Die Polizei hat eine Bande ausgehoben, die in ganz Deutschland aktiv gewesen sein soll: Durch manipulierte Spielautomaten wurden Spieler und Staat um viele tausend Euro gebracht.

Rems-Murr: Phillip Weingand (wei)

Rems-Murr-Kreis - Der Polizei ist laut eigenen Angaben ein Schlag gegen eine bundesweit tätige Betrügerbande gelungen. Wie am Mittwoch mitgeteilt wurde, durchsuchten Anfang der vergangenen Woche mehr als 160 Beamte gut 30 Wohnungen und Betriebe in ganz Deutschland. Die beiden mutmaßlichen Köpfe der Gruppierung sitzen inzwischen in Untersuchungshaft: Im Raum Heilbronn wurde ein 62-Jähriger, in Nordrhein-Westfalen ein 48 Jahre alter Mann festgenommen. Laut einem Sprecher der Polizeidirektion Aalen hatte es vorläufige Festnahmen „im zweistelligen Bereich“ gegeben. „In diesen Fällen lag aber kein Haftgrund vor“, so der Sprecher.

 

Es geht um Automaten im dreistelligen Bereich

Ihre Zentrale soll die Bande im Rems-Murr-Kreis betrieben haben. Die Kriminellen sollen im großen Stil das Spiel mit Spielautomaten manipuliert und damit satte Gewinne erzielt haben. Dafür, so der Vorwurf, hätten sie sich in Osteuropa elektronische Bauteile und Steuerungssoftware besorgt. Diese wiederum wurden sowohl in Automaten eingebaut, die der Bande selbst gehörten, als auch über eine Verteilerszene weiterverkauft. Laut einem Polizeisprecher trat die Bande entweder als eine Art Dienstleister auf, der die manipulierten Automaten in Bars und Spielhallen platzierte – oder sie ermöglichte den Betreibern, selbst Gewinne abzuschöpfen.
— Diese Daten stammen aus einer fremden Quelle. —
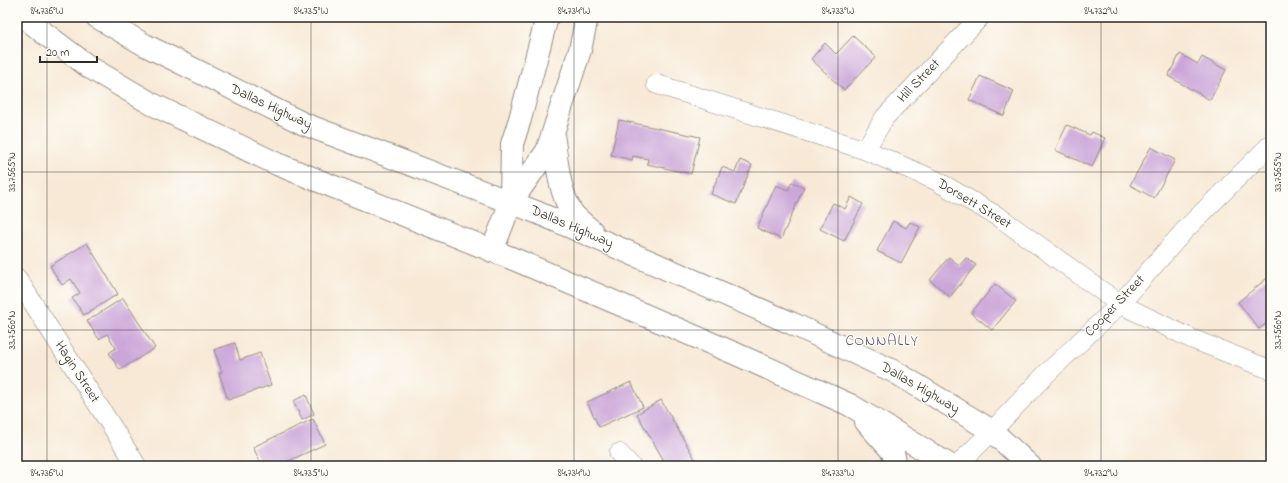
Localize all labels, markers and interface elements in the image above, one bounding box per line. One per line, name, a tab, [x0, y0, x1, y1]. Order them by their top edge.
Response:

Die Veränderungen an den Automaten brachten die Apparate dazu, den Spielern geringere Gewinne auszuschütten und den Gewinn der Bande somit zu erhöhen. Wie viele Automaten genau betroffen sind, will die Polizei aus ermittlungstaktischen Gründen nicht verraten. „Es geht um Automaten im unteren dreistelligen Bereich in ganz Deutschland“, sagt ein Sprecher.

Die Polizei beschlagnahmt 270 000 Euro

Ein praktischer Nebeneffekt für die Gauner war, dass die Betreiber Umsatz- und die Vergnügungssteuer sparten, da das Geld heimlich aus den Automaten geholt wurde. Pro Monat, so die Schätzung der Polizei, brachten die so manipulierten Automaten den Tätern zwischen 3000 und 10 000 Euro ein – steuerfrei. Die Polizei sieht deswegen unter anderem die Straftatbestände des Computerbetruges, der Fälschung technischer Aufzeichnungen, des illegalen Glückspiels sowie der Steuerhinterziehung verwirklicht.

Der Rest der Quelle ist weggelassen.